_What the task asks:_ The result should be every line in the data below that carries the string "button".

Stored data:
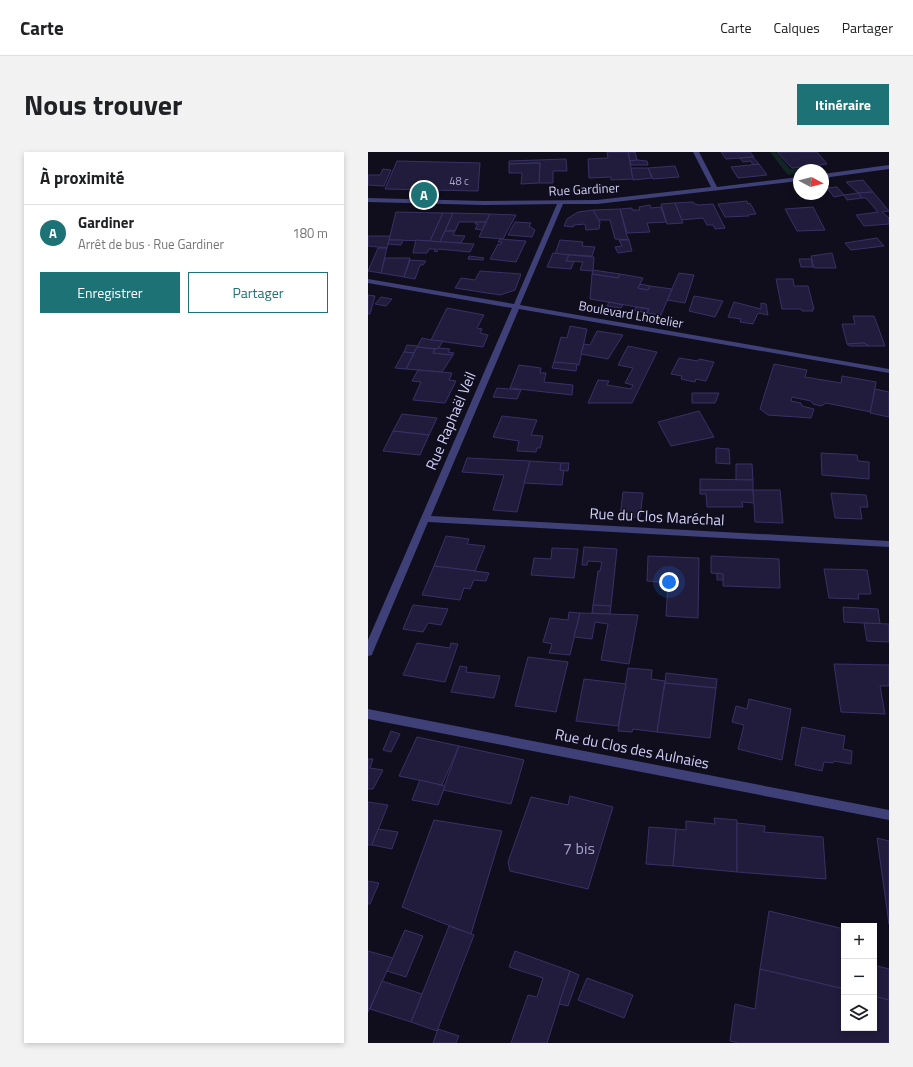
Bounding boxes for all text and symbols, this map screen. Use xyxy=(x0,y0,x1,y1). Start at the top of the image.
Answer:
text: Carte xyxy=(20,13,64,42)
text: Carte xyxy=(720,17,752,38)
text: Calques xyxy=(774,17,820,38)
text: Partager xyxy=(842,17,893,38)
text: Nous trouver xyxy=(24,83,182,126)
button: Itinéraire xyxy=(797,84,889,125)
north arrow xyxy=(793,164,829,200)
text: À proximité xyxy=(40,165,124,191)
house number: 48 c xyxy=(449,173,469,189)
street label: Rue Gardiner xyxy=(548,177,620,201)
pin: A xyxy=(411,180,437,210)
text: Gardiner xyxy=(78,211,134,234)
text: A xyxy=(49,223,57,243)
text: 180 m xyxy=(292,223,328,243)
text: Arrêt de bus · Rue Gardiner xyxy=(78,234,224,254)
button: Enregistrer xyxy=(40,272,180,313)
button: Partager xyxy=(188,272,328,313)
street label: Boulevard Lhotelier xyxy=(577,295,685,333)
street label: Rue Raphaël Veil xyxy=(419,368,482,474)
street label: Rue du Clos Maréchal xyxy=(589,501,725,532)
your location xyxy=(659,572,679,592)
street label: Rue du Clos des Aulnaies xyxy=(553,722,711,775)
house number: 7 bis xyxy=(563,836,595,860)
map controls xyxy=(841,923,877,1031)
button: + xyxy=(841,923,877,959)
button: − xyxy=(841,959,877,995)
button: layers xyxy=(841,995,877,1031)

_Your solution:_
button: Itinéraire xyxy=(797,84,889,125)
button: Enregistrer xyxy=(40,272,180,313)
button: Partager xyxy=(188,272,328,313)
button: + xyxy=(841,923,877,959)
button: − xyxy=(841,959,877,995)
button: layers xyxy=(841,995,877,1031)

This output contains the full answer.